■ PROBLEM DETAILS:
Write down exactly the lines of the records below, beginning with the first and ending with the line that includes "inset:0; background:#b8f2cf; transform-origin:0".

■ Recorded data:

--------

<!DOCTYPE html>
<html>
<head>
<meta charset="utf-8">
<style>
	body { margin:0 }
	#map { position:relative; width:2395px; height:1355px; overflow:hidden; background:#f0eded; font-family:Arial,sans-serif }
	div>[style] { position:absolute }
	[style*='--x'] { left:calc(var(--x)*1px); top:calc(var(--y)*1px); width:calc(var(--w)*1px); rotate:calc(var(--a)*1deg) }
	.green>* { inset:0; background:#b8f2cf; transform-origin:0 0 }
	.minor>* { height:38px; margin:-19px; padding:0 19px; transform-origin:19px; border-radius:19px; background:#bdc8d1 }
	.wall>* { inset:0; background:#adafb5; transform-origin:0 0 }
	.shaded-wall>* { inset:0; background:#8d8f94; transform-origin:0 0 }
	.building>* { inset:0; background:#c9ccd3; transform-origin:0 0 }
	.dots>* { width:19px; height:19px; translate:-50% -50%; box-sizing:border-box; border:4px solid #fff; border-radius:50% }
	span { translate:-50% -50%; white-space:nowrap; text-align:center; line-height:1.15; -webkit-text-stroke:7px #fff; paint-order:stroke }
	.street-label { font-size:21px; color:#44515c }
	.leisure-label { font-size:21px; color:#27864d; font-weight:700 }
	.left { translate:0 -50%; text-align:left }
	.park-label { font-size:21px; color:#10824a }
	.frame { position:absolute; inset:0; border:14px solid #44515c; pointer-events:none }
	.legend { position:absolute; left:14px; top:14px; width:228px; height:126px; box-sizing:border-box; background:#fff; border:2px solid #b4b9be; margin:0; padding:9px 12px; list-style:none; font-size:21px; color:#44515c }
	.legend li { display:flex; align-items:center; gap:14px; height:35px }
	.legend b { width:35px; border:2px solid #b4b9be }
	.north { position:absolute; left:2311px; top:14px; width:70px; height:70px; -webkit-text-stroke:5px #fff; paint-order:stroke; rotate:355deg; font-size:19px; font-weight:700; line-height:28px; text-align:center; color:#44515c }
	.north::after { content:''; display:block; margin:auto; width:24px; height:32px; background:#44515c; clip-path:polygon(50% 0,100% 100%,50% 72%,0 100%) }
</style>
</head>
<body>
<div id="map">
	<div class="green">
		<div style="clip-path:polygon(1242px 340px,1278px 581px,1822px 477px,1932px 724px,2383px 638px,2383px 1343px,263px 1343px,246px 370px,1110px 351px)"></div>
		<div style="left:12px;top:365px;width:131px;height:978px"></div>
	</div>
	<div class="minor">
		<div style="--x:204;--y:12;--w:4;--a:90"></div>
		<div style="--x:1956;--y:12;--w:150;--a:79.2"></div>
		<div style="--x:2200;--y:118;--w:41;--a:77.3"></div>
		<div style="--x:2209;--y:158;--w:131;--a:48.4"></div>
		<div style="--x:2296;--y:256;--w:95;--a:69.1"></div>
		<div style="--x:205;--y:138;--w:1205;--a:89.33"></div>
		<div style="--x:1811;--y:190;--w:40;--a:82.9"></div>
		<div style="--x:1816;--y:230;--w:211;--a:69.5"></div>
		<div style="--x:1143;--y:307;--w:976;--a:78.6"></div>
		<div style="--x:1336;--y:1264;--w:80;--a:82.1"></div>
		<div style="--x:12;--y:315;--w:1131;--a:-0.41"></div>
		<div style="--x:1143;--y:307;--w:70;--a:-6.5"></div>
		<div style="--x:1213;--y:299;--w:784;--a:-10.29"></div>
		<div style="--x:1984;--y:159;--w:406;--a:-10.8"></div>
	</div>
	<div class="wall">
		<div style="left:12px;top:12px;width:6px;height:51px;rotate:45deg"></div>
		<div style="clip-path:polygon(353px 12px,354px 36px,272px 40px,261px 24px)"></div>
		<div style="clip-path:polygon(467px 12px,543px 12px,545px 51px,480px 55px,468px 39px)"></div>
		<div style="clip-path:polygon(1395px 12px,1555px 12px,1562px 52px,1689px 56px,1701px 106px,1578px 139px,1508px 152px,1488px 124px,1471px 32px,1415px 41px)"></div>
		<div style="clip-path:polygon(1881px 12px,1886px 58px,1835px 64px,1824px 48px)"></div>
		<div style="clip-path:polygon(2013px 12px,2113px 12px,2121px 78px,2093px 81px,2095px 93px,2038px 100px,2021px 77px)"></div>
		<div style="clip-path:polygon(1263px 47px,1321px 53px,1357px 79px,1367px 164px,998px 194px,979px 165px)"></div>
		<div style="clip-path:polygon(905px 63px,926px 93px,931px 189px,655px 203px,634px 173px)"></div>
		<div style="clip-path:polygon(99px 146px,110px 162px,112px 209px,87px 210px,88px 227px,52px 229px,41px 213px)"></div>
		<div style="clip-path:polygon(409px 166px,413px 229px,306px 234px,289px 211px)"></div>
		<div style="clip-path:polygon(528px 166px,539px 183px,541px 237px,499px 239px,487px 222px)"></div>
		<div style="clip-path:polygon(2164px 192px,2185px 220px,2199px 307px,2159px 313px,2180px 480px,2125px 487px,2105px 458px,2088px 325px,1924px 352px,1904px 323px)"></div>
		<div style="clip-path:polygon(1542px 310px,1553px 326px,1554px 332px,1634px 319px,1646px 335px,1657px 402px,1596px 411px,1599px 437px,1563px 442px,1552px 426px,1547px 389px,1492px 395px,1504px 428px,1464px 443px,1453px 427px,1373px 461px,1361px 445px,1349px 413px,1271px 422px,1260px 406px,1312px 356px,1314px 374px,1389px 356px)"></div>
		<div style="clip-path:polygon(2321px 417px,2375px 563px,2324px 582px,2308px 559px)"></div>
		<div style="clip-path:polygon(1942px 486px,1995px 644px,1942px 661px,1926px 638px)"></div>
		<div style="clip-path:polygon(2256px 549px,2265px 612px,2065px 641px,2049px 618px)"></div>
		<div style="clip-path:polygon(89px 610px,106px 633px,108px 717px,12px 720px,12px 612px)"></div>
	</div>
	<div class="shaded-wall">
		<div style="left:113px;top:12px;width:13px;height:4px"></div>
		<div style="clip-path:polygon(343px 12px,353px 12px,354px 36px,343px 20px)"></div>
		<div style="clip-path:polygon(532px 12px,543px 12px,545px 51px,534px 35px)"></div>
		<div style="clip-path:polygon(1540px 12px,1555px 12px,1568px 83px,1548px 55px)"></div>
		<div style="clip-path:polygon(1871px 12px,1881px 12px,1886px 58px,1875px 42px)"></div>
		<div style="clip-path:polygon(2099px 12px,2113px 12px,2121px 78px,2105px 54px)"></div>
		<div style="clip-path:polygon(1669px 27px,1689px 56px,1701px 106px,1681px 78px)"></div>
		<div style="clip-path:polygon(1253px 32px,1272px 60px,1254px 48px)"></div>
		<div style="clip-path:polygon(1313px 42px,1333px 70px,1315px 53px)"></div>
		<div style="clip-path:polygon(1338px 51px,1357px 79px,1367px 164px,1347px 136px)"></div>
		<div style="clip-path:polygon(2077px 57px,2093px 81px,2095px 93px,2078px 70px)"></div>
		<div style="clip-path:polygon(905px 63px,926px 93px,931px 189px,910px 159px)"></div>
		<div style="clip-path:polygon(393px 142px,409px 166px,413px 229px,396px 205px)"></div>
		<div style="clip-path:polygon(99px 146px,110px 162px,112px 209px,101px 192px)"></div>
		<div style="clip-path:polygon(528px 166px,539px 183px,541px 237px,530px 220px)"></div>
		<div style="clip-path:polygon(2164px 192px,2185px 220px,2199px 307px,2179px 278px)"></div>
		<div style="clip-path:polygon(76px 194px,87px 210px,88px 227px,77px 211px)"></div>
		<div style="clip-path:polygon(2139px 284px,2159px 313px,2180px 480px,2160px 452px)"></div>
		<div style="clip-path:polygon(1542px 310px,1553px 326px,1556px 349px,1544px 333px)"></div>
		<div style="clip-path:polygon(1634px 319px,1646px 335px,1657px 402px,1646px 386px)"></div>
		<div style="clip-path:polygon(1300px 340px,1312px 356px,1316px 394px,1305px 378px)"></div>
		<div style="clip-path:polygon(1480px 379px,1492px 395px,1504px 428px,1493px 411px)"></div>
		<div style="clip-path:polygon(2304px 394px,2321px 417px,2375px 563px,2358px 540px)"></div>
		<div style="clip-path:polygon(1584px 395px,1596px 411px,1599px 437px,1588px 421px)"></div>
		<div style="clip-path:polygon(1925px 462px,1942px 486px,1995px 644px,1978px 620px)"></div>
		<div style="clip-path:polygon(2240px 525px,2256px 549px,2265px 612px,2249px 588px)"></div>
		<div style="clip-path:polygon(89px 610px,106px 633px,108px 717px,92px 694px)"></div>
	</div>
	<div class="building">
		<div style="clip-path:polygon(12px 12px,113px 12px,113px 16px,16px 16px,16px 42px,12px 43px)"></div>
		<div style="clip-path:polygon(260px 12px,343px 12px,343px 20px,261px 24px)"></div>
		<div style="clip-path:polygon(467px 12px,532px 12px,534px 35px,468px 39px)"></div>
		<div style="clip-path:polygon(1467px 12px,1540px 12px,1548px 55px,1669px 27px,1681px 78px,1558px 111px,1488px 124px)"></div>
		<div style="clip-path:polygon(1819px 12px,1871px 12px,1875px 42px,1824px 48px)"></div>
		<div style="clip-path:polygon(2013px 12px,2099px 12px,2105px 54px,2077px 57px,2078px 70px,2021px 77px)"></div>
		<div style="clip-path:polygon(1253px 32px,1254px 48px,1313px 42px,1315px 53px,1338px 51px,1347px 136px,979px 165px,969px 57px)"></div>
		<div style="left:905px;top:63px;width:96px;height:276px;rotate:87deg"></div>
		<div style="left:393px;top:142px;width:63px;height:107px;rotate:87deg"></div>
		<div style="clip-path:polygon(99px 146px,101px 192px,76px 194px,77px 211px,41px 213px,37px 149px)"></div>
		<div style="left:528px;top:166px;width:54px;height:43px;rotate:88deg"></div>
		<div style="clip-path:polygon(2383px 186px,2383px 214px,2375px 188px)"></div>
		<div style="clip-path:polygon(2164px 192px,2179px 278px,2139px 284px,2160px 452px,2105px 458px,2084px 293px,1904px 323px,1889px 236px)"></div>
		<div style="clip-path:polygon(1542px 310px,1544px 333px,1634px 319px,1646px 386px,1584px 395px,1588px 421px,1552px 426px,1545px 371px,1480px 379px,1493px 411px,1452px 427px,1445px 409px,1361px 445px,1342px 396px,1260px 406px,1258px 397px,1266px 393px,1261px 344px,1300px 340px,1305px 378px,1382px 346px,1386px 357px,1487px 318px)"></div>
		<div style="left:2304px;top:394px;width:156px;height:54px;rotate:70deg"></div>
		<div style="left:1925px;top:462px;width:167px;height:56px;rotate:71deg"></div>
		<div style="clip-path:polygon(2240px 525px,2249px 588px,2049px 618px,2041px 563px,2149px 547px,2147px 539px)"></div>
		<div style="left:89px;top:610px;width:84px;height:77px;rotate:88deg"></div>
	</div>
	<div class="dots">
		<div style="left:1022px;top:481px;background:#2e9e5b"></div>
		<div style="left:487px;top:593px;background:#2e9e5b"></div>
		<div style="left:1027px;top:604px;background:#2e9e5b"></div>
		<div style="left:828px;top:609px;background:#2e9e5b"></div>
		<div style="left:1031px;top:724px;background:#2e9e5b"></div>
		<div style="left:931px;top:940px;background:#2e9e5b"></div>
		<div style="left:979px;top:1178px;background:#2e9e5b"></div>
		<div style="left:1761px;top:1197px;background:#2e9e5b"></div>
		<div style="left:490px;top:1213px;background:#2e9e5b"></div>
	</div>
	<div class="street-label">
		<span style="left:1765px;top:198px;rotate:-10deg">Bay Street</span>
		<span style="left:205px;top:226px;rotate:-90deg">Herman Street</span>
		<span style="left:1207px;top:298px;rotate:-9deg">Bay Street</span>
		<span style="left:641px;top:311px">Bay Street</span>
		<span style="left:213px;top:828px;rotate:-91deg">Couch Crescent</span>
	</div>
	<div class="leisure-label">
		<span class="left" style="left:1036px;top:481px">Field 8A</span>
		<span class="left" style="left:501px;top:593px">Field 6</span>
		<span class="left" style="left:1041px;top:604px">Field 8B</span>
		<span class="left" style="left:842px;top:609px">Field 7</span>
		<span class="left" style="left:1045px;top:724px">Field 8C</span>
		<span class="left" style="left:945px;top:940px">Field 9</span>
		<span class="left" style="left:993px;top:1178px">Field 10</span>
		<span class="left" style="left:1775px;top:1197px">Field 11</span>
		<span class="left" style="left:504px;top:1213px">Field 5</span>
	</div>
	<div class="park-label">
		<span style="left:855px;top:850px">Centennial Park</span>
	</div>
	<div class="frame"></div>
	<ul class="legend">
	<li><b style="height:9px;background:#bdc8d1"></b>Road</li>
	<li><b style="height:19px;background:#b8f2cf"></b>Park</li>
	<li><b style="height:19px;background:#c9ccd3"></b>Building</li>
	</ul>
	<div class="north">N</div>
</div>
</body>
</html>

--------

■ OUTPUT OF THE EXERCISE:
<!DOCTYPE html>
<html>
<head>
<meta charset="utf-8">
<style>
	body { margin:0 }
	#map { position:relative; width:2395px; height:1355px; overflow:hidden; background:#f0eded; font-family:Arial,sans-serif }
	div>[style] { position:absolute }
	[style*='--x'] { left:calc(var(--x)*1px); top:calc(var(--y)*1px); width:calc(var(--w)*1px); rotate:calc(var(--a)*1deg) }
	.green>* { inset:0; background:#b8f2cf; transform-origin:0 0 }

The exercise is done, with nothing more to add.